Copy out the data below as written; omit any images.
◆ ◆ ◆ ◆ ◆ ◆ ◆
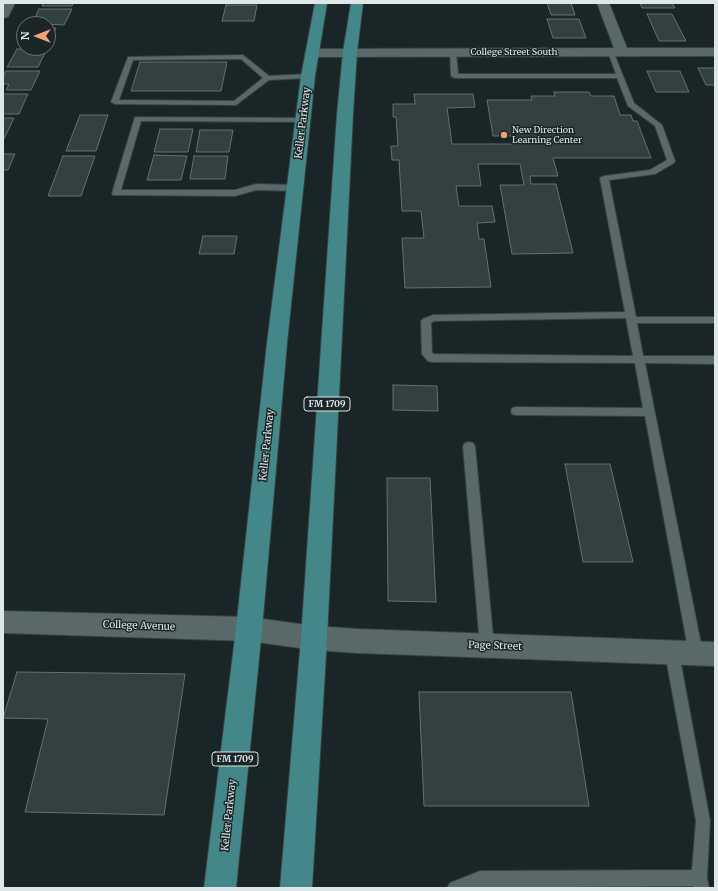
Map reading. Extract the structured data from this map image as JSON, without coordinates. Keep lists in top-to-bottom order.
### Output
{
  "streets": {
    "main road": ["Keller Parkway", "FM 1709"],
    "street": ["College Street South", "College Avenue", "Page Street"]
  },
  "crossings": [
    ["College Street South", "Keller Parkway"],
    ["College Street South", "FM 1709"],
    ["Keller Parkway", "College Avenue"],
    ["Keller Parkway", "Page Street"],
    ["FM 1709", "Page Street"],
    ["College Avenue", "Page Street"]
  ],
  "places": ["New Direction Learning Center"],
  "north": "left"
}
◆ ◆ ◆ ◆ ◆ ◆ ◆
» **SOLUTION**:
Map reading. Extract the structured data from this map image as JSON, without coordinates. Keep lists in top-to-bottom order.
### Output
{
  "streets": {
    "main road": ["Keller Parkway", "FM 1709"],
    "street": ["College Street South", "College Avenue", "Page Street"]
  },
  "crossings": [
    ["College Street South", "Keller Parkway"],
    ["College Street South", "FM 1709"],
    ["Keller Parkway", "College Avenue"],
    ["Keller Parkway", "Page Street"],
    ["FM 1709", "Page Street"],
    ["College Avenue", "Page Street"]
  ],
  "places": ["New Direction Learning Center"],
  "north": "left"
}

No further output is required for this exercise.